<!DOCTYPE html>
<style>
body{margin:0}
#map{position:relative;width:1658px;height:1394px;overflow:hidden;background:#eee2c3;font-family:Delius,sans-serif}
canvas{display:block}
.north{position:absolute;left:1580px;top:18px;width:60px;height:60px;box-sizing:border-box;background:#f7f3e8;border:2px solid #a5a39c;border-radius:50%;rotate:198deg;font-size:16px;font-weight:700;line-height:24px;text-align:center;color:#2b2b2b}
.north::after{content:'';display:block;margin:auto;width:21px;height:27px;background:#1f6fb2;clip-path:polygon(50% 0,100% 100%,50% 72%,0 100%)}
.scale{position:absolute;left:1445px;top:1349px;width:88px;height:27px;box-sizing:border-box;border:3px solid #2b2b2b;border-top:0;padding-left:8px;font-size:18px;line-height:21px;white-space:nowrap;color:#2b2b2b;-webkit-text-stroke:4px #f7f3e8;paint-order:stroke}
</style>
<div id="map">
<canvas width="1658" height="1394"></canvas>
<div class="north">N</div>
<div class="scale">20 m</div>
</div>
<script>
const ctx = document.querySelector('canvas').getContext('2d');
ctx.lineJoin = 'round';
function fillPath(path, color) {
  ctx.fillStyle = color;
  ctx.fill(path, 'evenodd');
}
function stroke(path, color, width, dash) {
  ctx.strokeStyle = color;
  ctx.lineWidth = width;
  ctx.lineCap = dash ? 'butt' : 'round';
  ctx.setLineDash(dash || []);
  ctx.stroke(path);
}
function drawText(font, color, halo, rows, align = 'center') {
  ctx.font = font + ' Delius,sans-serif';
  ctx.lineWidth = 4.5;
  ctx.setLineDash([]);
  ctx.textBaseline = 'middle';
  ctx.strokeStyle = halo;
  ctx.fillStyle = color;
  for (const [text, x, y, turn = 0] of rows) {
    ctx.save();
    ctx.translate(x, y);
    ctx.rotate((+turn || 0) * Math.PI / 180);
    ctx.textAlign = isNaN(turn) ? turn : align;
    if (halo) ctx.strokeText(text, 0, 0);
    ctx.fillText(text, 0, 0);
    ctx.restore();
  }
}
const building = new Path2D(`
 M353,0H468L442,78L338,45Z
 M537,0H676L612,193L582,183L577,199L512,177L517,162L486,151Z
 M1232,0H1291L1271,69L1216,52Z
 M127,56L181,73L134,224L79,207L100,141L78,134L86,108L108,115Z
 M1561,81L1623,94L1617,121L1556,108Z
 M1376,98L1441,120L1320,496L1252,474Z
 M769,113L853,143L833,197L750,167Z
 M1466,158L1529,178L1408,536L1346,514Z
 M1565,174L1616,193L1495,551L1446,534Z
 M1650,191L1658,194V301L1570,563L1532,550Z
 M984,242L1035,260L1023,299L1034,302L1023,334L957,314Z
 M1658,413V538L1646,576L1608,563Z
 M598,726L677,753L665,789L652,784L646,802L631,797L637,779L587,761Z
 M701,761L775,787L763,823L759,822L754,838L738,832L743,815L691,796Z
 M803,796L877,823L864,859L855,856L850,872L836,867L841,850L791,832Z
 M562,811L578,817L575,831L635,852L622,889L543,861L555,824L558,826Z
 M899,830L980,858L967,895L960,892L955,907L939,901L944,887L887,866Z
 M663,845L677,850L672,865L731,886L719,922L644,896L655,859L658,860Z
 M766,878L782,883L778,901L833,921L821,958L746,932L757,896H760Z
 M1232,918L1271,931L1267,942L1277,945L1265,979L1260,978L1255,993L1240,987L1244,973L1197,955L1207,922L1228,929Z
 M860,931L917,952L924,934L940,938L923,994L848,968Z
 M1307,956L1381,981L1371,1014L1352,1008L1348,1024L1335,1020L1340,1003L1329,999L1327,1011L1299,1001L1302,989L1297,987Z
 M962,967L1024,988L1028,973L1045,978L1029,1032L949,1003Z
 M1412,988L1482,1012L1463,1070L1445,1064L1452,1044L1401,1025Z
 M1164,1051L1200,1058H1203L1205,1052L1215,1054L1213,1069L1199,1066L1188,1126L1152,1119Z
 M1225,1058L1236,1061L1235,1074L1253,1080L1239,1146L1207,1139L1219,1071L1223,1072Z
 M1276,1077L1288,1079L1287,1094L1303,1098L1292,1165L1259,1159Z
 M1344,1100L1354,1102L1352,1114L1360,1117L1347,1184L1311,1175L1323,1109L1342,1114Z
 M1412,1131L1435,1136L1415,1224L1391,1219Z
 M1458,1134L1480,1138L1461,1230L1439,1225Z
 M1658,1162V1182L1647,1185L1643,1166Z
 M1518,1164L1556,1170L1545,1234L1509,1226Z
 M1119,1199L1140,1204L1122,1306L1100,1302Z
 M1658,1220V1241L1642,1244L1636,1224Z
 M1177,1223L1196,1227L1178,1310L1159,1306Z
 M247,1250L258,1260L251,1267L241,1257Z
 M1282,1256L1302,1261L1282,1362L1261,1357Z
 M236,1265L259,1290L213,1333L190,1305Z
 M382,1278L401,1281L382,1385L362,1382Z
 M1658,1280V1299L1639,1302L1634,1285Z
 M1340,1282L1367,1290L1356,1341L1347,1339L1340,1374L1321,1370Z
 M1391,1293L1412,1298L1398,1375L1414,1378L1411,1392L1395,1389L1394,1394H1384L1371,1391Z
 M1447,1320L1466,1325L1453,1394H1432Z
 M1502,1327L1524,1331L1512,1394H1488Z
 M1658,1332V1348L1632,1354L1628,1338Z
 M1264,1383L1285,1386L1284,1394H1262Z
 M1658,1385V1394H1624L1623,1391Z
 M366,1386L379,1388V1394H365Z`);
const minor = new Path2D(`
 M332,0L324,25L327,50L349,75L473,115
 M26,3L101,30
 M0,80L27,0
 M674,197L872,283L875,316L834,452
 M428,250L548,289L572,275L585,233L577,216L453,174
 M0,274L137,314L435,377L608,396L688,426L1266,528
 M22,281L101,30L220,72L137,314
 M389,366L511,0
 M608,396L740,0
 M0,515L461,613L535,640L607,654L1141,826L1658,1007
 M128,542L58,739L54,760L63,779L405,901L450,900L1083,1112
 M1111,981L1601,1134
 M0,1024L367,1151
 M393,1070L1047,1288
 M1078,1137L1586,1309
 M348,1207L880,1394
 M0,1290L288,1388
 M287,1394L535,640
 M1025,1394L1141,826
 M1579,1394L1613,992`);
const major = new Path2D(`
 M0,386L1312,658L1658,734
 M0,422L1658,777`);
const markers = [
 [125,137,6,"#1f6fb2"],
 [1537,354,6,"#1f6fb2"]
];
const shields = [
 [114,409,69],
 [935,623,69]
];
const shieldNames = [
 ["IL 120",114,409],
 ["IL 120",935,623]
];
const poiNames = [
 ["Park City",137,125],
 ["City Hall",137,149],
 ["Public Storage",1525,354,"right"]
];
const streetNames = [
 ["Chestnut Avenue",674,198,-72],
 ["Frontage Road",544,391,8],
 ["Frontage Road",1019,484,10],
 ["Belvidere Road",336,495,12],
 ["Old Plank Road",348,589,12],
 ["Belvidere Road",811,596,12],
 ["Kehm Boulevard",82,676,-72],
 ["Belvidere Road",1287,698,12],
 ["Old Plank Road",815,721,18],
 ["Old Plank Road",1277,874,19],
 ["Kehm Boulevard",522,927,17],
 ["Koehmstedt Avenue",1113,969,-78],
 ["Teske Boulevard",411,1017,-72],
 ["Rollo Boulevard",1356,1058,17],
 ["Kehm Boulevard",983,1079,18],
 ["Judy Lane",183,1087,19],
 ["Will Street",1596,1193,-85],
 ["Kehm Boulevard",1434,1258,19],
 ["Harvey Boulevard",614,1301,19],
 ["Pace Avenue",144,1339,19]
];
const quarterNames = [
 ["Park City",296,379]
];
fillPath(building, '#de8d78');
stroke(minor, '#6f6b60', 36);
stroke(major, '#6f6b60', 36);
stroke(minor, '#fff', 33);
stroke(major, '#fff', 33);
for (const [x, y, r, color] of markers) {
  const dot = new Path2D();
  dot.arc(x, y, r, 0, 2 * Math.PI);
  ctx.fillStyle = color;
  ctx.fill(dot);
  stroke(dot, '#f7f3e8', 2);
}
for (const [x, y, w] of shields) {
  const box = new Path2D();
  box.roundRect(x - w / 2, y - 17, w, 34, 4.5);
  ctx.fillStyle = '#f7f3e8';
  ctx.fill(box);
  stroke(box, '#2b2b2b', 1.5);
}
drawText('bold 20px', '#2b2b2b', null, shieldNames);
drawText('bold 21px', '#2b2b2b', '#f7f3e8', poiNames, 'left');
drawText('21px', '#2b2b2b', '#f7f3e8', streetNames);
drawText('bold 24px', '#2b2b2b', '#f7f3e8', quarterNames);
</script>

• Aim of the exercise
The expected answer is a copy of each line in the records that holds the word "turn".

• Answer space
  for (const [text, x, y, turn = 0] of rows) {
    ctx.rotate((+turn || 0) * Math.PI / 180);
    ctx.textAlign = isNaN(turn) ? turn : align;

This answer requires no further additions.